If our health is our wealth, and it is, then our health concerns can also generate a lot of wealth for others. I continue to hear stories of people being hit with scary bills from hospitals and consultants. And now the malaise is spreading to pets, horses and even farm animals. A friend of mine was recently advised that her cat needed its teeth cleaned and that the job could be done for about €380. When pressed to justify this price, the vet explained that the cat needed an anaesthetic before the teeth could be approached.
I can only conclude that medicine in Ireland, for human or animal, is not cheap. Repeatedly we see across EU comparisons which show that medical charges and prices are way higher in Ireland than elsewhere in the EU. The IMF has pinpointed this as an issue that must be addressed as part of our economic recovery.
When visiting the cattle feedlots of Italy and Spain, I was amazed at the low prices of their animal medicines compared to back home.
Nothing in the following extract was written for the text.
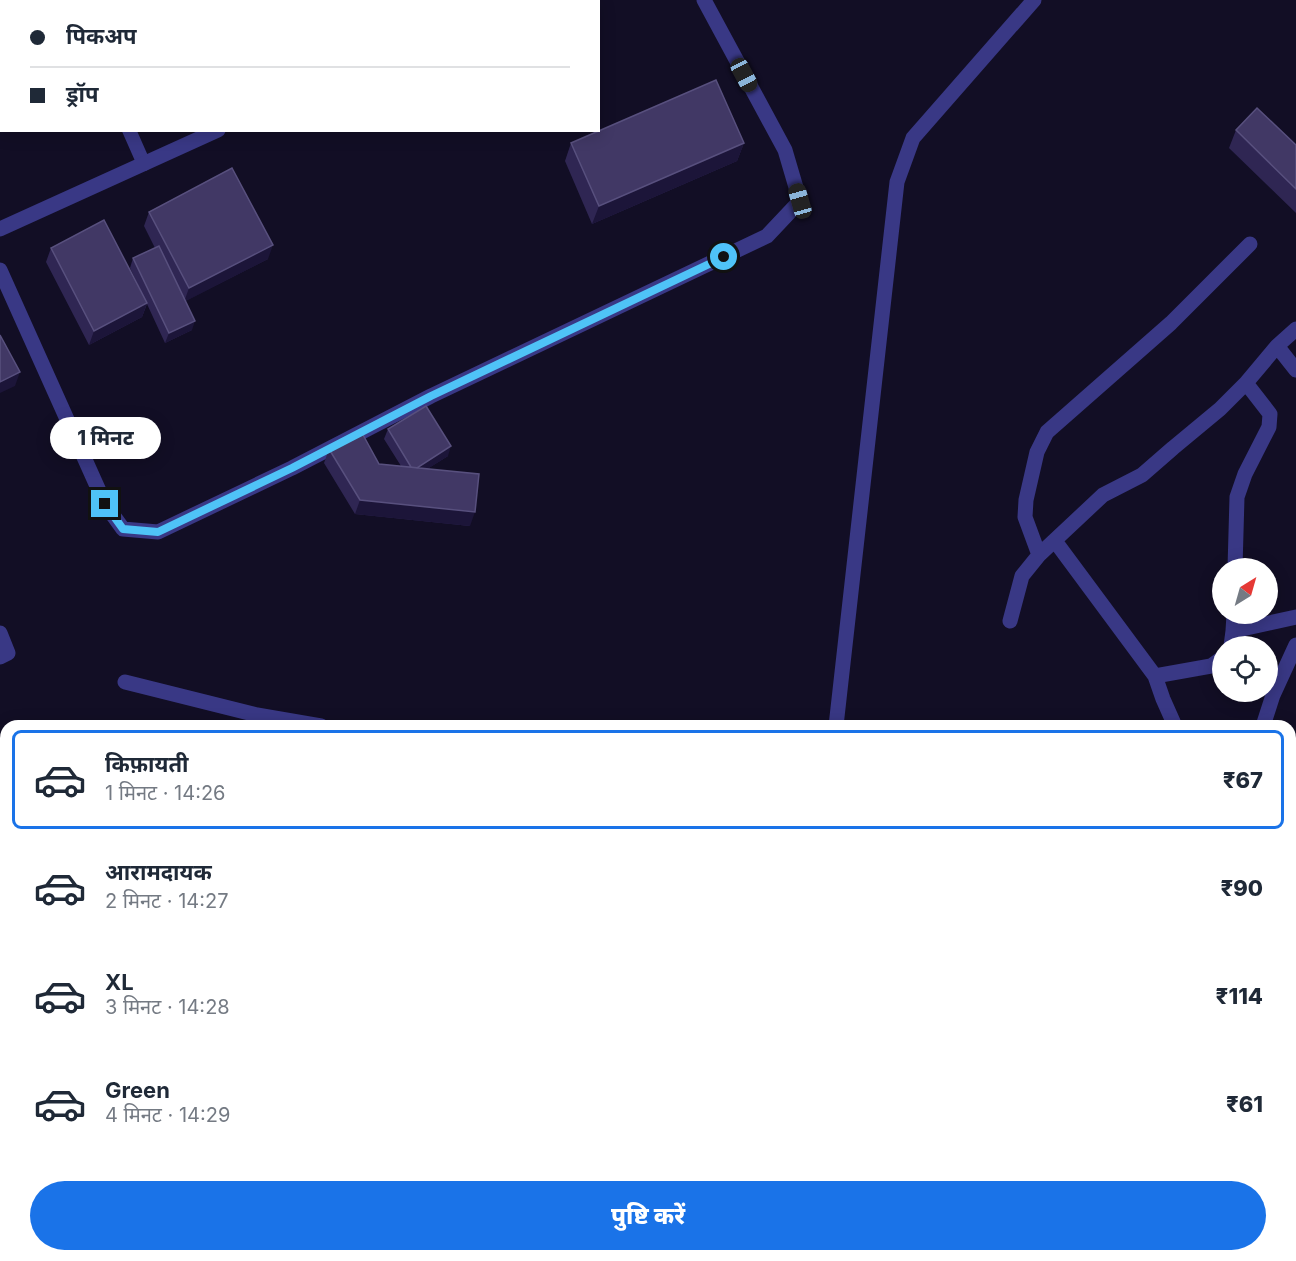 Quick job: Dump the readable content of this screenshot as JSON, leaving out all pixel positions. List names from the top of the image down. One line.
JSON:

Access to the drugs and vaccines in Spain and Italy also seemed to be a lot freer.
Why should this be if we are all in the same free-trading area?
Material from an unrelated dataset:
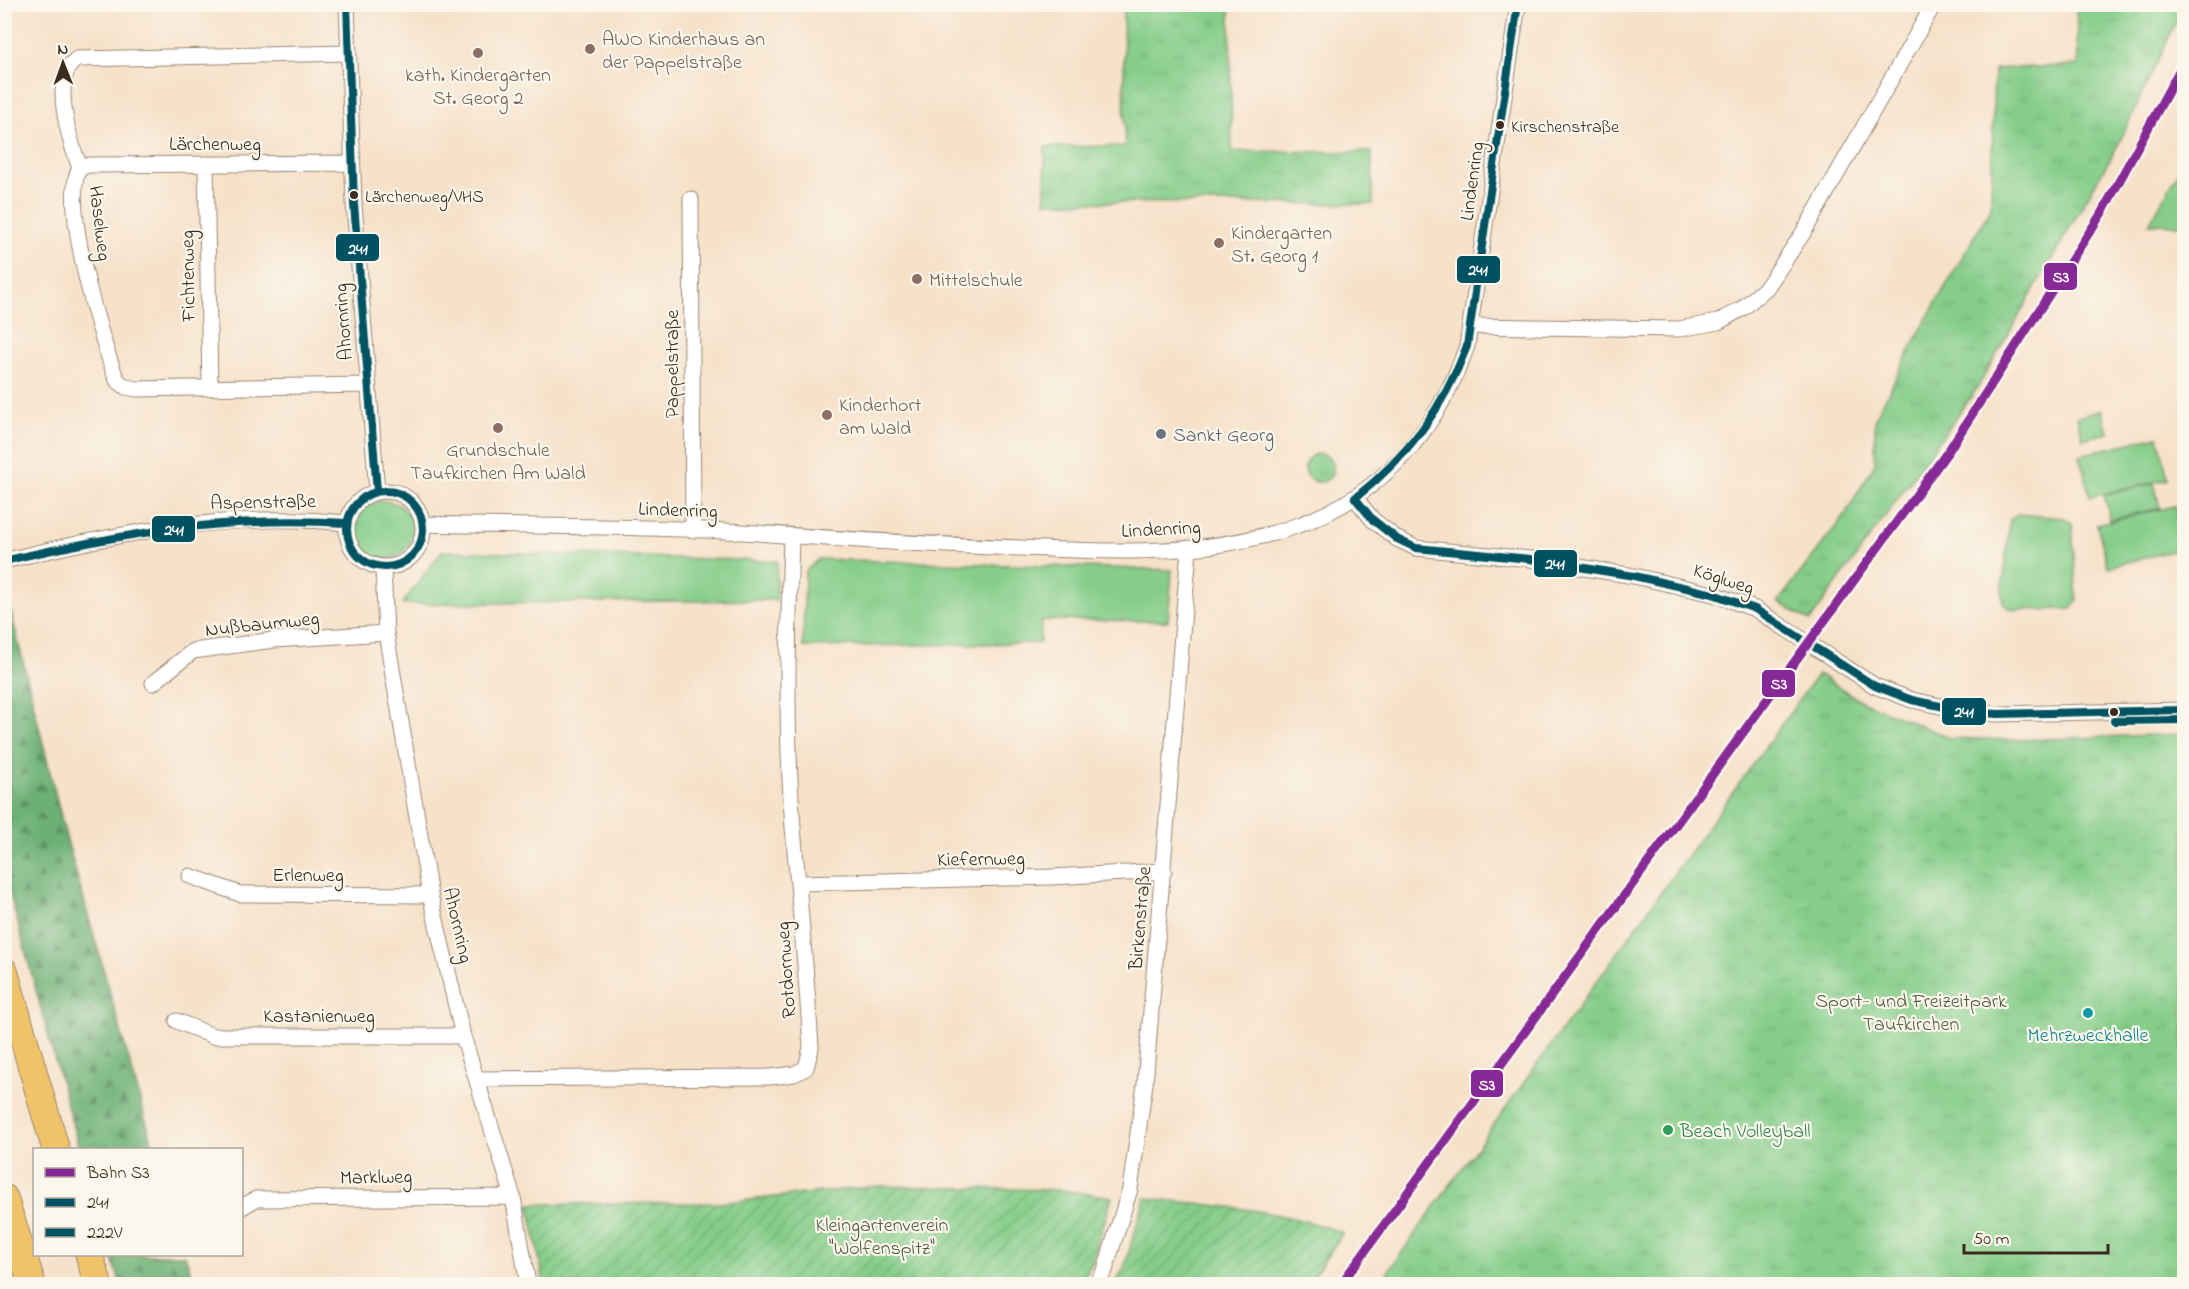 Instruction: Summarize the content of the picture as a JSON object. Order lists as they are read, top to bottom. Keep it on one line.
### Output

Each animal health company will always charge as much as it reckons the market will bear, but there's more to it than that.
Unfortunately, Ireland is a high-cost country in which to do any business.
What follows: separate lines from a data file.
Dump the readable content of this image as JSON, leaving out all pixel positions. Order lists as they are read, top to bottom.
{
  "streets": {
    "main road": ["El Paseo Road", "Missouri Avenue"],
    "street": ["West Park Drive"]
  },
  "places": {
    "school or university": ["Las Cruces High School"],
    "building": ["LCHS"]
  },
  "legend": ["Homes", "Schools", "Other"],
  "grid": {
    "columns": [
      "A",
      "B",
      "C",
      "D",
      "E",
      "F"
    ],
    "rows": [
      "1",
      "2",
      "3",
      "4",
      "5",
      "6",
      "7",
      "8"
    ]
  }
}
This was illustrated to me recently by seeing a person with an internet- based job that could be executed from anywhere in the world.
When he moved from Ireland to Spain, his company immediately reduced his salary, even though he was doing exactly the same job.
Some claim that extra regulations make veterinary and medicinal products more expensive in Ireland and that the Irish authorities tie us up in extra red tape.
This may or may not be true but, as a food exporter, we cannot afford to have anything but the highest standards in the distribution and usage of animal medicines. When Ireland, as it does, manufactures nearly one fifth of the world's baby milk powders, we certainly do not want scare stories about antibiotic residues in milk. The tendency in Ireland is to opt for longer withdrawal periods, especially for mastitis products and wormers.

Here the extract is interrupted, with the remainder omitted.